Nothing in the records may be left out or altered; reproduce them all exactly.

Stored dataset items

>>>>>

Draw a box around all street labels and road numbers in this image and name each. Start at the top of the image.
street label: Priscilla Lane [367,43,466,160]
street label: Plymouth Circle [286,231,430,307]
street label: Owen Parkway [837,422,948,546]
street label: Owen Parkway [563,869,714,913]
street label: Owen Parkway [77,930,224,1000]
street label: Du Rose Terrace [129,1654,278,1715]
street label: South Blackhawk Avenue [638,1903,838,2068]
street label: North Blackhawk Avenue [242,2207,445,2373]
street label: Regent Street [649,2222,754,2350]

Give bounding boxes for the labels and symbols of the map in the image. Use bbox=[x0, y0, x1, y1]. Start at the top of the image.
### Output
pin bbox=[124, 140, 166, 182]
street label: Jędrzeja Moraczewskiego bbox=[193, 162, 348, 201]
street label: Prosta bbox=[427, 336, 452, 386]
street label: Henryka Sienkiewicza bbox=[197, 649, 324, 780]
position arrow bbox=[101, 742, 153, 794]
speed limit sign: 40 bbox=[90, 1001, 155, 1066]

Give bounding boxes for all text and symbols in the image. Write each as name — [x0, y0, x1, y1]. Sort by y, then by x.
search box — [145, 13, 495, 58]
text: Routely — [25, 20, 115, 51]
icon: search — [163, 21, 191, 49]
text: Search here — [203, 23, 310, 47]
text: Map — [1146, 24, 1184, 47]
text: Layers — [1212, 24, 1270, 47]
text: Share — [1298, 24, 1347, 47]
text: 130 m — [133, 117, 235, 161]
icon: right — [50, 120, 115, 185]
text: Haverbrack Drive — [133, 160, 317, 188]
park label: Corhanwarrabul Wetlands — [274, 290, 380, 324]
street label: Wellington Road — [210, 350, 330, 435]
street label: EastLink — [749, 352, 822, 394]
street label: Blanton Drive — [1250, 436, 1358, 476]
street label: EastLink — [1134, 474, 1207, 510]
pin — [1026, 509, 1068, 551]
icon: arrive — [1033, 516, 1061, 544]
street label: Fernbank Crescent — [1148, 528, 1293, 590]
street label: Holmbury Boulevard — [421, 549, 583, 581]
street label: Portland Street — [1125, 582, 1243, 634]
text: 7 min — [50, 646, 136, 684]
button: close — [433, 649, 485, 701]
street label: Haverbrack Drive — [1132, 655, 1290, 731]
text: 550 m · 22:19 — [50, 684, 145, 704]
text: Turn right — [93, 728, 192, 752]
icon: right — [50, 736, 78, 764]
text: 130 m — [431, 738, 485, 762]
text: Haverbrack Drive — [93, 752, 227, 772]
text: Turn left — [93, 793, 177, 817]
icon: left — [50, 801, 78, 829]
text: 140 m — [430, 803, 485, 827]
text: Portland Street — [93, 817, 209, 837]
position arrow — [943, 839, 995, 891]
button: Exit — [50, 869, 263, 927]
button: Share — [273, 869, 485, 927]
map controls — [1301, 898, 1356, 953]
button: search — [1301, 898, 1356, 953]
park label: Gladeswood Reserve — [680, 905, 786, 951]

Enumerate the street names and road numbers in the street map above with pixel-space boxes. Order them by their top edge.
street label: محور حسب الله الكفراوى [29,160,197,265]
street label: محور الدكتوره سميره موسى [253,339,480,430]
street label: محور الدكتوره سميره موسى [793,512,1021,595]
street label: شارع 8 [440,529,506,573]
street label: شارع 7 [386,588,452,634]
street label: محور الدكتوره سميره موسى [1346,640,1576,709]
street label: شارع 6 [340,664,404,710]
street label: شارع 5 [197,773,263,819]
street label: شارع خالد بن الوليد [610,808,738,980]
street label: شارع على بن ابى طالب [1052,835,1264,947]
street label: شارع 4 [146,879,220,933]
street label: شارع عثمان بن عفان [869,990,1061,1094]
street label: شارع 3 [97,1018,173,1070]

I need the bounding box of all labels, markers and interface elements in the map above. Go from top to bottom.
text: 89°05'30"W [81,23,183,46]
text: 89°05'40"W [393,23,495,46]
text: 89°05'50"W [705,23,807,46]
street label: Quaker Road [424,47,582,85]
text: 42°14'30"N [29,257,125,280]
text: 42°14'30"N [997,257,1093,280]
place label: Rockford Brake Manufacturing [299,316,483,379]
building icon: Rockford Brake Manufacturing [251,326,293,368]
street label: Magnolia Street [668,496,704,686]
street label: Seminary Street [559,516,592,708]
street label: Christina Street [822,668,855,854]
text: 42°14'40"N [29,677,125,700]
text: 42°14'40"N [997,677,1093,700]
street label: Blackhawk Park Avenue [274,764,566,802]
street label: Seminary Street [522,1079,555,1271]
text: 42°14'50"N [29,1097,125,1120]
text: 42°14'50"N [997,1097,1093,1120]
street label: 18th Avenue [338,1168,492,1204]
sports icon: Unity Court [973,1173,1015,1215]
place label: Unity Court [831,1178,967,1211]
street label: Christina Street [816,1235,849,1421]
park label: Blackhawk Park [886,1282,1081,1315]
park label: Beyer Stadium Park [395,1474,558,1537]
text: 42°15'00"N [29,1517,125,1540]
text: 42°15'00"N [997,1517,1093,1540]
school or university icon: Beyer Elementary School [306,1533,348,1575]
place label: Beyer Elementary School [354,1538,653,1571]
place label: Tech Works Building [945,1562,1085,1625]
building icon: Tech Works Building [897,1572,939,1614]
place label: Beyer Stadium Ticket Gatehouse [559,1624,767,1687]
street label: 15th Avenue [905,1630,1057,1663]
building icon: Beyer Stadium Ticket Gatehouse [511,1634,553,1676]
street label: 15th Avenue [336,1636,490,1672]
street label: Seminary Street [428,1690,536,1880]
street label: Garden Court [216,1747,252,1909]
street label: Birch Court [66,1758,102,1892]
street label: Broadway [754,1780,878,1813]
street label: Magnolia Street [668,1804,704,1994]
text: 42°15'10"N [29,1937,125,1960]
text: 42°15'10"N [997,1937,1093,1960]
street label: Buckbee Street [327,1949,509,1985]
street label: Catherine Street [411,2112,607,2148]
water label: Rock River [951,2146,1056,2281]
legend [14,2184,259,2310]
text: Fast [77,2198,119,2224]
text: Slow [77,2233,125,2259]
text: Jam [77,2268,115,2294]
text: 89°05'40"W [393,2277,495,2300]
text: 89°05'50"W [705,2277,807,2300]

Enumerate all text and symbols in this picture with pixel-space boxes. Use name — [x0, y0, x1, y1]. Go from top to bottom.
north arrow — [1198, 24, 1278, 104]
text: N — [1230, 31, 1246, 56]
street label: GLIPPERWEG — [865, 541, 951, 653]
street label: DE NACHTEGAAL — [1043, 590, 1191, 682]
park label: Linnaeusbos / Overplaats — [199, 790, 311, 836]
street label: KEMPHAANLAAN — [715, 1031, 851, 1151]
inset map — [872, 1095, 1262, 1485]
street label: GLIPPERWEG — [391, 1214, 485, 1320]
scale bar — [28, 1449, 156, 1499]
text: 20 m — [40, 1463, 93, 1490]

<<<<<

### [Answer box]
Draw a box around all street labels and road numbers in this image and name each. Start at the top of the image.
street label: Priscilla Lane [367,43,466,160]
street label: Plymouth Circle [286,231,430,307]
street label: Owen Parkway [837,422,948,546]
street label: Owen Parkway [563,869,714,913]
street label: Owen Parkway [77,930,224,1000]
street label: Du Rose Terrace [129,1654,278,1715]
street label: South Blackhawk Avenue [638,1903,838,2068]
street label: North Blackhawk Avenue [242,2207,445,2373]
street label: Regent Street [649,2222,754,2350]

Give bounding boxes for the labels and symbols of the map in the image. Use bbox=[x0, y0, x1, y1]. Start at the top of the image.
### Output
pin bbox=[124, 140, 166, 182]
street label: Jędrzeja Moraczewskiego bbox=[193, 162, 348, 201]
street label: Prosta bbox=[427, 336, 452, 386]
street label: Henryka Sienkiewicza bbox=[197, 649, 324, 780]
position arrow bbox=[101, 742, 153, 794]
speed limit sign: 40 bbox=[90, 1001, 155, 1066]

Give bounding boxes for all text and symbols in the image. Write each as name — [x0, y0, x1, y1]. Sort by y, then by x.
search box — [145, 13, 495, 58]
text: Routely — [25, 20, 115, 51]
icon: search — [163, 21, 191, 49]
text: Search here — [203, 23, 310, 47]
text: Map — [1146, 24, 1184, 47]
text: Layers — [1212, 24, 1270, 47]
text: Share — [1298, 24, 1347, 47]
text: 130 m — [133, 117, 235, 161]
icon: right — [50, 120, 115, 185]
text: Haverbrack Drive — [133, 160, 317, 188]
park label: Corhanwarrabul Wetlands — [274, 290, 380, 324]
street label: Wellington Road — [210, 350, 330, 435]
street label: EastLink — [749, 352, 822, 394]
street label: Blanton Drive — [1250, 436, 1358, 476]
street label: EastLink — [1134, 474, 1207, 510]
pin — [1026, 509, 1068, 551]
icon: arrive — [1033, 516, 1061, 544]
street label: Fernbank Crescent — [1148, 528, 1293, 590]
street label: Holmbury Boulevard — [421, 549, 583, 581]
street label: Portland Street — [1125, 582, 1243, 634]
text: 7 min — [50, 646, 136, 684]
button: close — [433, 649, 485, 701]
street label: Haverbrack Drive — [1132, 655, 1290, 731]
text: 550 m · 22:19 — [50, 684, 145, 704]
text: Turn right — [93, 728, 192, 752]
icon: right — [50, 736, 78, 764]
text: 130 m — [431, 738, 485, 762]
text: Haverbrack Drive — [93, 752, 227, 772]
text: Turn left — [93, 793, 177, 817]
icon: left — [50, 801, 78, 829]
text: 140 m — [430, 803, 485, 827]
text: Portland Street — [93, 817, 209, 837]
position arrow — [943, 839, 995, 891]
button: Exit — [50, 869, 263, 927]
button: Share — [273, 869, 485, 927]
map controls — [1301, 898, 1356, 953]
button: search — [1301, 898, 1356, 953]
park label: Gladeswood Reserve — [680, 905, 786, 951]

Enumerate the street names and road numbers in the street map above with pixel-space boxes. Order them by their top edge.
street label: محور حسب الله الكفراوى [29,160,197,265]
street label: محور الدكتوره سميره موسى [253,339,480,430]
street label: محور الدكتوره سميره موسى [793,512,1021,595]
street label: شارع 8 [440,529,506,573]
street label: شارع 7 [386,588,452,634]
street label: محور الدكتوره سميره موسى [1346,640,1576,709]
street label: شارع 6 [340,664,404,710]
street label: شارع 5 [197,773,263,819]
street label: شارع خالد بن الوليد [610,808,738,980]
street label: شارع على بن ابى طالب [1052,835,1264,947]
street label: شارع 4 [146,879,220,933]
street label: شارع عثمان بن عفان [869,990,1061,1094]
street label: شارع 3 [97,1018,173,1070]

I need the bounding box of all labels, markers and interface elements in the map above. Go from top to bottom.
text: 89°05'30"W [81,23,183,46]
text: 89°05'40"W [393,23,495,46]
text: 89°05'50"W [705,23,807,46]
street label: Quaker Road [424,47,582,85]
text: 42°14'30"N [29,257,125,280]
text: 42°14'30"N [997,257,1093,280]
place label: Rockford Brake Manufacturing [299,316,483,379]
building icon: Rockford Brake Manufacturing [251,326,293,368]
street label: Magnolia Street [668,496,704,686]
street label: Seminary Street [559,516,592,708]
street label: Christina Street [822,668,855,854]
text: 42°14'40"N [29,677,125,700]
text: 42°14'40"N [997,677,1093,700]
street label: Blackhawk Park Avenue [274,764,566,802]
street label: Seminary Street [522,1079,555,1271]
text: 42°14'50"N [29,1097,125,1120]
text: 42°14'50"N [997,1097,1093,1120]
street label: 18th Avenue [338,1168,492,1204]
sports icon: Unity Court [973,1173,1015,1215]
place label: Unity Court [831,1178,967,1211]
street label: Christina Street [816,1235,849,1421]
park label: Blackhawk Park [886,1282,1081,1315]
park label: Beyer Stadium Park [395,1474,558,1537]
text: 42°15'00"N [29,1517,125,1540]
text: 42°15'00"N [997,1517,1093,1540]
school or university icon: Beyer Elementary School [306,1533,348,1575]
place label: Beyer Elementary School [354,1538,653,1571]
place label: Tech Works Building [945,1562,1085,1625]
building icon: Tech Works Building [897,1572,939,1614]
place label: Beyer Stadium Ticket Gatehouse [559,1624,767,1687]
street label: 15th Avenue [905,1630,1057,1663]
building icon: Beyer Stadium Ticket Gatehouse [511,1634,553,1676]
street label: 15th Avenue [336,1636,490,1672]
street label: Seminary Street [428,1690,536,1880]
street label: Garden Court [216,1747,252,1909]
street label: Birch Court [66,1758,102,1892]
street label: Broadway [754,1780,878,1813]
street label: Magnolia Street [668,1804,704,1994]
text: 42°15'10"N [29,1937,125,1960]
text: 42°15'10"N [997,1937,1093,1960]
street label: Buckbee Street [327,1949,509,1985]
street label: Catherine Street [411,2112,607,2148]
water label: Rock River [951,2146,1056,2281]
legend [14,2184,259,2310]
text: Fast [77,2198,119,2224]
text: Slow [77,2233,125,2259]
text: Jam [77,2268,115,2294]
text: 89°05'40"W [393,2277,495,2300]
text: 89°05'50"W [705,2277,807,2300]

Enumerate all text and symbols in this picture with pixel-space boxes. Use name — [x0, y0, x1, y1]. Go from top to bottom.
north arrow — [1198, 24, 1278, 104]
text: N — [1230, 31, 1246, 56]
street label: GLIPPERWEG — [865, 541, 951, 653]
street label: DE NACHTEGAAL — [1043, 590, 1191, 682]
park label: Linnaeusbos / Overplaats — [199, 790, 311, 836]
street label: KEMPHAANLAAN — [715, 1031, 851, 1151]
inset map — [872, 1095, 1262, 1485]
street label: GLIPPERWEG — [391, 1214, 485, 1320]
scale bar — [28, 1449, 156, 1499]
text: 20 m — [40, 1463, 93, 1490]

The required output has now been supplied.